One thing writing this library has taught me: many RTSP implementations are garbage. But we should be able to make most cameras work anyway.
I think there's no harm in trying both ways and picking the first that works. If we choose the same as ffmpeg then it might break for other cameras, I guess. However I don't know if this would be a good idea for all types of quirks, as it would generate a bunch of tries.
OR, we should see what live555 does. I guess it's the most used library? Maybe all these cameras were tested in it?
Good point about live555. Looks like this is the code in question:
// Figure out what the URL describing "subsession" will look like.
// The URL is returned in three parts: prefix; separator; suffix
//##### NOTE: This code doesn't really do the right thing if "sessionURL()"
// doesn't end with a "/", and "subsession.controlPath()" is relative.
// The right thing would have been to truncate "sessionURL()" back to the
// rightmost "/", and then add "subsession.controlPath()".
// In practice, though, each "DESCRIBE" response typically contains
// a "Content-Base:" header that consists of "sessionURL()" followed by
// a "/", in which case this code ends up giving the correct result.
// However, we should really fix this code to do the right thing, and
// also check for and use the "Content-Base:" header appropriately. #####
prefix = sessionURL(subsession.parentSession());
if (prefix == NULL) prefix = "";
suffix = subsession.controlPath();
if (suffix == NULL) suffix = "";
if (isAbsoluteURL(suffix)) {
prefix = separator = "";
} else {
unsigned prefixLen = strlen(prefix);
separator = (prefixLen == 0 || prefix[prefixLen-1] == '/' || suffix[0] == '/') ? "" : "/";
}
It's effectively the same as ffmpeg, although the comment confirms my understanding that it's incorrect.
Maybe all the major client implementations have been wrong for so long that cameras expect that instead of the behavior specified in the RFC.
It feels wrong IMHO to continue perpetuating this so maybe we should try the correct URL first and then the other one if that fails.

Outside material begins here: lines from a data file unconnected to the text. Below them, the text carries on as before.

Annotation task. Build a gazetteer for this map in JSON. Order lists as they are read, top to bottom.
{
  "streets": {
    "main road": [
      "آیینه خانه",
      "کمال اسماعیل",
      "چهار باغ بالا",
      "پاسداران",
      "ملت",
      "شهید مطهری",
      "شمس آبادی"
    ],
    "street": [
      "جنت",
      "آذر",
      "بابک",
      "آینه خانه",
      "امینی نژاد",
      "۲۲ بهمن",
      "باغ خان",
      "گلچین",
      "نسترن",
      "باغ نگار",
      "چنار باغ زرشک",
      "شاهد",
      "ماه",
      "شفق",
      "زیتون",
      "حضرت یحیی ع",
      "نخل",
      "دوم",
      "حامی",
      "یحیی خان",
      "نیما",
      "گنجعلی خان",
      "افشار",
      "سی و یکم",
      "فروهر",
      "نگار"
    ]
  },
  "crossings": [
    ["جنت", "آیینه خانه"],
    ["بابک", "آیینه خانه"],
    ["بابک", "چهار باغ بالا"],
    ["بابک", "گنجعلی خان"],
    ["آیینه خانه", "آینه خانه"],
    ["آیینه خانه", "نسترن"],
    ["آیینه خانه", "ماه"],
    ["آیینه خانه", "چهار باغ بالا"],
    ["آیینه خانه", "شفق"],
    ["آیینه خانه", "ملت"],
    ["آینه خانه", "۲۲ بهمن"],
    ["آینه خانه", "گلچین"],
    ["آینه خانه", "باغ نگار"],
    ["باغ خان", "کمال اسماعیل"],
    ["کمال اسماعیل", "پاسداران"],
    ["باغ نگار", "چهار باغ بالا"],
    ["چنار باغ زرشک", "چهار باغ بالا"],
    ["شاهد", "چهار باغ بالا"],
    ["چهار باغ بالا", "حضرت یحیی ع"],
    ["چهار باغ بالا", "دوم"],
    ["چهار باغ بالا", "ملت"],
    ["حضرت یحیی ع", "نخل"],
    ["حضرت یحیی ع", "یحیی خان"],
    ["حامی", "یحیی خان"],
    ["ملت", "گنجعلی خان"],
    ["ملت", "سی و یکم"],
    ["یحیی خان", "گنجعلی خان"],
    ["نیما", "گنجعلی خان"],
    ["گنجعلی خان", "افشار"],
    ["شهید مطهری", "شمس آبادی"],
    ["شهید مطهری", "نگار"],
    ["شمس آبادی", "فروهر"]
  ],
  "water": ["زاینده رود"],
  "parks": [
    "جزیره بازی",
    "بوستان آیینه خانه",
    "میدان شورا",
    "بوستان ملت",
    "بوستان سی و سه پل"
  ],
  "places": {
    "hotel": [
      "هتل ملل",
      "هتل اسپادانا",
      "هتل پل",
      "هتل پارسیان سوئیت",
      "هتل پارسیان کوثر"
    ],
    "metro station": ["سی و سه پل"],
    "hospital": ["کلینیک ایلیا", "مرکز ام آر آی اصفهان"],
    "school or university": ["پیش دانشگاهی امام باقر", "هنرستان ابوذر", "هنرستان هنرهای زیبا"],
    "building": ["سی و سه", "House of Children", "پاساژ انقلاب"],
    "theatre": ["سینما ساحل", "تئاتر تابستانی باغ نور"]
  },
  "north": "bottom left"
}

Ok so I guess I'll make this work.
But first we have to device what to do on
let control = control.ok_or_else(|| "no control url".to_string())?;
Do you agree with
let control = control.unwrap_or(request_url.clone());
?
Then, for
let url = stream
.control
.as_ref()
.unwrap_or(&self.state.presentation.control)
.clone();
let mut req =
rtsp_types::Request::builder(rtsp_types::Method::Setup, rtsp_types::Version::V1_0)
.request_uri(url)
.header(
rtsp_types::headers::TRANSPORT,
format!(
"RTP/AVP/TCP;unicast;interleaved={}-{}",
proposed_channel_id,
proposed_channel_id + 1
),
)
.header(crate::X_DYNAMIC_RATE.clone(), "1".to_owned());
if let Some(ref s) = self.state.session_id {
req = req.header(rtsp_types::headers::SESSION, s.clone());
}
let (msg_ctx, cseq, response) = self.conn.send(&mut req.build(Bytes::new())).await?;
what about this:
let url1 = stream
.control
.as_ref()
.unwrap_or(&self.state.presentation.control)
.clone();
let url2 = stream
.alt_control
.as_ref()
.unwrap_or(&self.state.presentation.control)
.clone();
let req =
rtsp_types::Request::builder(rtsp_types::Method::Setup, rtsp_types::Version::V1_0)
.header(
rtsp_types::headers::TRANSPORT,
format!(
"RTP/AVP/TCP;unicast;interleaved={}-{}",
proposed_channel_id,
proposed_channel_id + 1
),
)
.header(crate::X_DYNAMIC_RATE.clone(), "1".to_owned());
let mut req1 = req.clone().request_uri(url1);
let mut req2 = req.clone().request_uri(url2);
if let Some(ref s) = self.state.session_id {
req1 = req1.header(rtsp_types::headers::SESSION, s.clone());
req2 = req2.header(rtsp_types::headers::SESSION, s.clone());
}
let (msg_ctx, cseq, response) = {
first_of(
self.conn.send(&mut req1.build(Bytes::new())),
self.conn.send(&mut req2.build(Bytes::new())),
)
};
where first_of
is that tokio thing that resolves the first successful stream?
ps:
alt_control: Option<Url>,
to
pub alt_control: Option<Url>,
Do you agree with
let control = control.unwrap_or(request_url.clone());
?
Sounds good.
What about [...] where
first_of
is that tokio thing that resolves the first successful stream?
tokio::select!
?
Maybe we should do it sequentially with the correct URL first and the commonly used one second? I can imagine a really confusing situation where there's some user-visible difference based on which wins the race. Also, I've learned recently that tokio::select!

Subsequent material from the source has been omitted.